For video evidence, look no further than this reel that includes Connor Wood playing quarterback, Richardson embarrassing his cousin, Shaquille, who had to defend him when CU played Arizona, and myriad spectacular plays (skip ahead to 1:30):
After his junior year, Richardson made the wise decision to leave for the NFL. His production combined with impressive combine results — he had a 4.40-second 40-yard dash and 38-inch vertical — saw him rise up draft boards, where the Seahawks picked him 45th overall in the 2nd round. That draft was the Year of the Receiver, a draft class that included Allen Robinson, Davante Adams, Jarvis Landry and Martavis Bryant, and those were just the players drafted after Richardson.
In his first few years with the Seahawks, Richardson struggled with injuries — he re-tore his ACL in 2014 and missed Seattle’s Super Bowl victory — but he when he was on the field, he retained his knack for the spectacular.

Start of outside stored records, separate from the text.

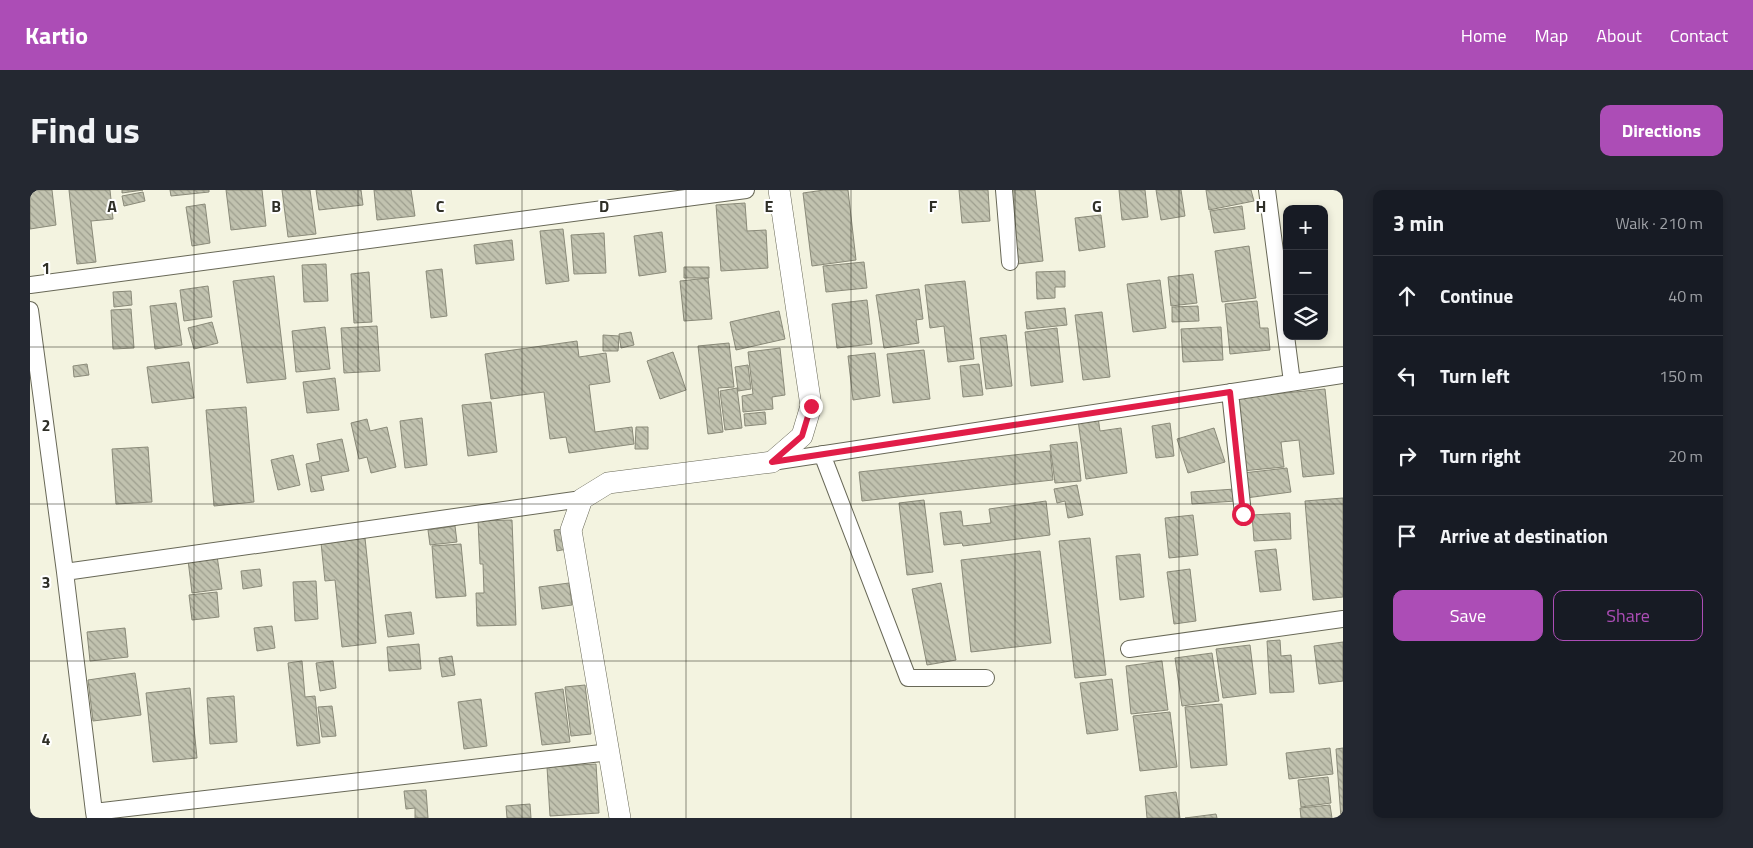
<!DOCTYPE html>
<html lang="en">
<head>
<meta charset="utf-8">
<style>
	:root { --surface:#171b24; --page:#242831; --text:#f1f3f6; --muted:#9ea1a6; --line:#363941; --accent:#ac4db6 }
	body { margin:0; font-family:"Titillium Web",sans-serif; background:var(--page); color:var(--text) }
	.controls { position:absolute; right:15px; top:15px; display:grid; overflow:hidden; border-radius:10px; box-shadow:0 2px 8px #0003 }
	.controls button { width:45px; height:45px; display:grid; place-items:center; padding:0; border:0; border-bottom:1px solid var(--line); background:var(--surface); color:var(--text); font:25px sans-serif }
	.stop { position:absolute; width:15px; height:15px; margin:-11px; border:4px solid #e11d48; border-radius:50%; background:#fff }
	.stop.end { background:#e11d48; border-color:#fff; box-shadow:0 1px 5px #0008 }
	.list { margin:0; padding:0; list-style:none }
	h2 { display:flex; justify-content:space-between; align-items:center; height:65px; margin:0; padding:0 20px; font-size:21px }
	h2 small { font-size:16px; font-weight:400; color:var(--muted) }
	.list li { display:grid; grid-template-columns:32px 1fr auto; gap:15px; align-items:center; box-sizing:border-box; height:80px; padding:0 20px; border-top:1px solid var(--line) }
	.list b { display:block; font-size:19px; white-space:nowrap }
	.list em { font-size:16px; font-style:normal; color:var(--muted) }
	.actions { display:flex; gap:10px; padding:15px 20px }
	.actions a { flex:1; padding:11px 0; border:1px solid var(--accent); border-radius:10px; text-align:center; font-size:18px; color:var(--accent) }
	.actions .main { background:var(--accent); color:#fff }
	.icon { flex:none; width:28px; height:28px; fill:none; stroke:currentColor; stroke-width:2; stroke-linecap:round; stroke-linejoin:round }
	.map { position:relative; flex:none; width:1313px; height:628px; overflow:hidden; border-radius:10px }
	header { display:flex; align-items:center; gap:30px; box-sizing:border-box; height:70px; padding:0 25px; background:var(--accent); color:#fff }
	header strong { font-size:24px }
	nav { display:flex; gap:28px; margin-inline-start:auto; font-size:18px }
	.intro { display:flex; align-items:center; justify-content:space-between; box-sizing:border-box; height:120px; padding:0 30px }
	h1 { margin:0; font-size:35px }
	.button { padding:12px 22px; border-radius:10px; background:var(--accent); color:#fff; font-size:18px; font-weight:700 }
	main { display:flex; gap:30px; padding:0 30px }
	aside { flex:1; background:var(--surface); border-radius:10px; box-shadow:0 2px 8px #0003 }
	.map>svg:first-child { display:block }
</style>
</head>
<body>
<header>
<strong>Kartio</strong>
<nav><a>Home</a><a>Map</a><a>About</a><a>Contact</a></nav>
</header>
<div class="intro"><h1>Find us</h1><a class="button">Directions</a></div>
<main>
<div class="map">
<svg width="1313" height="628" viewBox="0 0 1313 628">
	<defs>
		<pattern id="building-back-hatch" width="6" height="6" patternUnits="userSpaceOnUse" patternTransform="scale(1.25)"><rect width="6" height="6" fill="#c1c2af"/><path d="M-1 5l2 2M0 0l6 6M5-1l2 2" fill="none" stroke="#9d9e8e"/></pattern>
	</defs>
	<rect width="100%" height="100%" fill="#f3f3e0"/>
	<path fill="url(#building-back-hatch)" stroke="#8a8a79" d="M0,0h22l4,35 -26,4z
		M39,0h41l3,29 -22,2 5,41 -19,2z
		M92,0h21l-21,3z
		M140,0h39v2l-38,4z
		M196,0h36l4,36 -35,4z
		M252,0h28l6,44 -28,3z
		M286,0h45l2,15 -44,5z
		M344,0h37l4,26 -38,4z
		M794,0h24l8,70 -44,6 -9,-73z
		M929,0h29l2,31 -28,2z
		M981,0h24l8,71 -26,3z
		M1089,0h26l3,27 -26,3z
		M1126,0h25l4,26 -24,4z
		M1176,0h45l3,11 -45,9z
		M113,2l2,9 -21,5 -2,-10z
		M715,13l2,28 19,-1 2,38 -47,3 -5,-66z
		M175,14l5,39 -18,3 -6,-39z
		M1212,16l3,23 -31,4 -4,-22z
		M1071,25l4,32 -26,4 -4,-33z
		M533,39l6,52 -23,3 -6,-53z
		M632,42l4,40 -27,4 -5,-40z
		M574,43l2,40 -32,1 -3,-39z
		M482,50l2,20 -38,4 -2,-19z
		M1219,56l7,52 -34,4 -7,-51z
		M834,72l3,26 -41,4 -3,-26z
		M296,74l2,37 -24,1 -2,-37z
		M654,77h25v11h-25z
		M412,79l5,47 -16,2 -5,-47z
		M1035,81v16h-10v11l-18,1 -1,-27z
		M339,82l3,50 -18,1 -3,-49z
		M1163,84l4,29 -26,3 -3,-29z
		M244,86l12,103 -39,4 -14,-102z
		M678,88l4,41 -28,2 -4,-40z
		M1130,90l6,48 -33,4 -6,-48z
		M935,91l9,78 -26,3 -4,-36 -14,2 -5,-43z
		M178,96l4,31 -28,4 -4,-31z
		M889,99l4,30 -7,1 3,23 -35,5 -8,-53z
		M101,101l1,14 -18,2 -1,-15z
		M837,110l5,44 -35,4 -5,-44z
		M1227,111l3,27h8l2,22 -40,4 -5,-50z
		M146,113l6,42 -27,4 -5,-43z
		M1168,116l1,15 -27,1v-15z
		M1035,118l2,17 -40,4 -2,-17z
		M101,119l3,39 -21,1 -2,-39z
		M749,121l6,28 -49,11 -6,-28z
		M1072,122l8,65 -27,3 -8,-65z
		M182,132l6,21 -24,6 -6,-21z
		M347,136l3,45 -36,2 -3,-45z
		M295,137l5,42 -34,3 -4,-41z
		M1191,137l2,33 -40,2 -2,-33z
		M1027,138l6,54 -32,4 -6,-54z
		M601,142l3,13 -13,3 -2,-14z
		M573,145l16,1 -1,15h-15z
		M976,145l6,51 -26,3 -6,-51z
		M547,151l2,16 27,-4 4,29 -21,3 6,47 37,-5 2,17 -65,9 -3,-16 -16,2 -6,-47 -53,7 -6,-45z
		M699,153l5,44 -16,1 5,44 -15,2 -10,-88z
		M750,158l5,47 -13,2 1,12 -30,3 -1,-16 11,-2 -5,-42z
		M894,160l6,49 -37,4 -6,-49z
		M643,162l13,38 -26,9 -13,-38z
		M845,163l5,43 -27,4 -5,-44z
		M159,172l5,36 -42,5 -5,-36z
		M57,174l2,11 -15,2 -1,-11z
		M949,174l4,31 -20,2 -3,-31z
		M718,175l3,24 -13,2 -3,-24z
		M305,188l4,32 -32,3 -4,-31z
		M707,198l5,40 -17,2 -5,-39z
		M1295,199l9,85 -31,3 -4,-37 -18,2 3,25 -42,4 -7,-73z
		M461,212l6,50 -29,4 -6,-51z
		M216,217l8,95 -40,4 -8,-96z
		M735,222l1,12 -21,2 -1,-12z
		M1068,227l2,14 21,-3 6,45 -41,6 -8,-59z
		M392,228l5,47 -22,3 -5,-47z
		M337,229l3,12 17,-4 9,40 -25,6 -4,-16 -8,2 -8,-36z
		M1140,233l4,33 -18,2 -4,-32z
		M606,237h12v22h-13z
		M1184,238l11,34 -37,11 -11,-34z
		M312,249l7,32 -28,5 3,14 -13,2 -5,-28 14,-3 -3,-17z
		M1047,252l4,39 -26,2 -5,-38z
		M118,257l4,55 -36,2 -4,-55z
		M1020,261l3,29 -191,21 -3,-29z
		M263,265l7,30 -22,5 -7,-30z
		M1257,278l4,24 -45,6 -3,-25z
		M1047,295l6,30 -15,3 -3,-17 -8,2 -3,-14z
		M1205,299l1,12 -44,3 -1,-12z
		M1313,308v99l-30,3 -8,-99z
		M894,310l9,72 -26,3 -8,-72z
		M1016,311l4,34 -87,11 -1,-3 -18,2 -4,-32 21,-2 2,15 28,-3 -2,-14z
		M1260,323l1,26 -37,2 -2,-26z
		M1163,325l5,40 -29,3 -4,-40z
		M482,330l4,105 -39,1 -1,-33h8l-1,-29h-3l-2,-43z
		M425,336l2,16 -27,3 -2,-15z
		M534,339l3,20 -10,2 -3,-21z
		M335,348l11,105 -34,4 -7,-67 -10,1 -4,-38z
		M1060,348l16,137 -31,3 -16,-137z
		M431,354l5,52 -30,2 -4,-52z
		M1246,359l5,41 -21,2 -5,-41z
		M1010,361l11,92 -80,9 -10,-92z
		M1110,364l4,43 -24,3 -4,-44z
		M187,366l5,33 -30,4 -4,-33z
		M230,379l2,17 -19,3 -2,-18z
		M1160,379l6,52 -22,3 -7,-52z
		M286,391l2,38 -23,2 -2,-39z
		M539,393l3,22 -30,4 -3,-22z
		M911,393l15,77 -29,5 -15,-76z
		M187,402l2,25 -27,3 -3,-25z
		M381,422l3,22 -26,3 -3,-22z
		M242,436l3,22 -18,3 -3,-23z
		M95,438l3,29 -38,4 -3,-29z
		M1250,450l1,16 10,-1 3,37 -24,1 -3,-52z
		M1313,452v39l-24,3 -5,-38z
		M389,454l2,25 -32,2 -2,-24z
		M1220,455l6,49 -33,4 -7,-49z
		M1182,463l7,48 -37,5 -7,-48z
		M422,466l3,19 -13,2 -3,-19z
		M272,471l3,36 10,-1 5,47 -23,3 -9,-83z
		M303,471l3,27 -16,3 -4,-28z
		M1132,471l6,49 -37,4 -5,-48z
		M105,483l6,42 -48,6 -5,-41z
		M1082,489l6,51 -31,4 -7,-51z
		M555,495l6,49 -20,2 -6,-49z
		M160,498l7,70 -44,4 -7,-69z
		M533,499l7,53 -28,3 -7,-52z
		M204,506l3,46 -27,2 -3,-46z
		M451,509l6,47 -23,3 -6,-47z
		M1192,514l5,61 -36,3 -6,-61z
		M302,516l4,30 -14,1 -4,-30z
		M1140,522l7,55 -37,4 -7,-55z
		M1300,558l3,26 -44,5 -3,-26z
		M1313,558v70h-2l-5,-69z
		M566,574l3,49 -49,3 -3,-49z
		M1298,587l3,26 -30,4 -3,-27z
		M396,600l2,28h-13v-10l-9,1 -2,-18z
		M1146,602l4,26h-33l-2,-22z
		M500,614l1,14h-24l-1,-12z
		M1300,615l2,13h-31l-1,-10z
		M1186,624l1,4h-32z"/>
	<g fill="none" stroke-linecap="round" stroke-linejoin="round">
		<defs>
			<path id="minor" d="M974,0l6,72
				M1237,0l25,192
				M0,95l716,-95
				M0,120l35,262 517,-73
				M1200,202l13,122
				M792,264l86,224h78
				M742,272l571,-87
				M35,382l29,240
				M1099,459l214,-30
				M65,628l-1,-6 516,-60"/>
			<path id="tertiary" d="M590,628l-49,-288 11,-31 26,-16 164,-21 30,-26 9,-30 -32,-216"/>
		</defs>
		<use href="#minor" stroke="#686857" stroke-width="18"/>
		<use href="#tertiary" stroke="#686857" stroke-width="22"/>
		<use href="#minor" stroke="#fff" stroke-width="16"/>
		<use href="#tertiary" stroke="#fff" stroke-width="21"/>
	</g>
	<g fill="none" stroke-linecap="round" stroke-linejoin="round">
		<path stroke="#e11d48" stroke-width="6" d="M781,216l-9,30 -30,26 458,-70 13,122"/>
	</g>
	<path fill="none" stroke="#2f2f27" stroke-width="1" stroke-opacity="0.55" d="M164,0v628M328,0v628M492,0v628M656,0v628M821,0v628M985,0v628M1149,0v628M0,157h1313M0,314h1313M0,471h1313"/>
	<g font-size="16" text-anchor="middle" font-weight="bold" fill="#2f2f27" stroke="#fff" stroke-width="4" stroke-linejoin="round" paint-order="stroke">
		<text x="82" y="22">A</text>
		<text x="246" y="22">B</text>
		<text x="410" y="22">C</text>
		<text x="574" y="22">D</text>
		<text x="739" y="22">E</text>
		<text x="903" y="22">F</text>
		<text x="1067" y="22">G</text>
		<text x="1231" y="22">H</text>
		<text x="16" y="84">1</text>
		<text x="16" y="241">2</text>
		<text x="16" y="398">3</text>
		<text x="16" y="555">4</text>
	</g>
</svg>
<div class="controls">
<button>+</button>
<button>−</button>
<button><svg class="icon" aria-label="layers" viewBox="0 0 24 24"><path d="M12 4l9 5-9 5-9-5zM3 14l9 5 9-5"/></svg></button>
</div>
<div class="stop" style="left:1213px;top:324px"></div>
<div class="stop end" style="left:781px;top:216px"></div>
</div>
<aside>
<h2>3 min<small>Walk · 210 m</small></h2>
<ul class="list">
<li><svg class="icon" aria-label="ahead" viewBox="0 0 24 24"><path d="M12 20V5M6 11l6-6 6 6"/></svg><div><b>Continue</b></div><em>40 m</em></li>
<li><svg class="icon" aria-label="left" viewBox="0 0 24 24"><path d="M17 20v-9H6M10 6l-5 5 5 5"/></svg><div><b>Turn left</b></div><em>150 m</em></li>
<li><svg class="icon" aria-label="right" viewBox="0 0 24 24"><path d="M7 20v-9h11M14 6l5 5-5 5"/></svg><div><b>Turn right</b></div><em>20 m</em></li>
<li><svg class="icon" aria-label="arrive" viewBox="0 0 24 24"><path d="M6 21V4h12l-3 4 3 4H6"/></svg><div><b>Arrive at destination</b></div></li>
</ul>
<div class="actions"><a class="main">Save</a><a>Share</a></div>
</aside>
</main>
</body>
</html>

Richardson became something of an internet folk hero as he contributed a slew of highlight-reel plays, most notably during his tour de force against the Detroit Lions in the 2017 Playoffs.
Now in his fourth season in the NFL, the Seahawks are ready to see what he can do. They traded No. 2 receiver Jermaine Kearse and will now rely on Richardson in that capacity. If Richardson can stay healthy, there’s a strong chance that with his speed and ridiculous hands, he can breakout and be a game-changer for the Seattle offense.
Robert Mays of The Ringer ranked the Seahawks third best in the NFL in his in-depth season preview. For the Seahawks’ breakout player, which Mays predicts for each team, he wrote in a familiar name:
Breakout player: Wide receiver Paul Richardson. Like many of his brethren on the Seahawks offense, Richardson couldn’t stay healthy for the early part of his career. When he was consistently on the field late last fall, though, he made absurd catches every week. The fourth-year wideout will get his share of targets with Kearse on the Jets. I hope the internet is ready.
Over on SB Nation, former NFL defensive end Stephen White wrote an article titled, “Why Paul Richardson is the Seahawks’ breakout player this season.” From that article, White wrote about Richardson’s speed, effort, improvement and opporunity.
Richardson carried his strong play from last season over to this preseason and in the first game he looked fantastic in limited work. . . . Richardson is going to ball regardless of whether he starts of not. If he does start I expect his numbers to skyrocket this season. And two years removed from a torn ACL, I'm expecting him to be as fast as he has ever been, or faster.
If those in sports media can agree on something, it’s that health permitting, Paul Richardson will break out in 2017.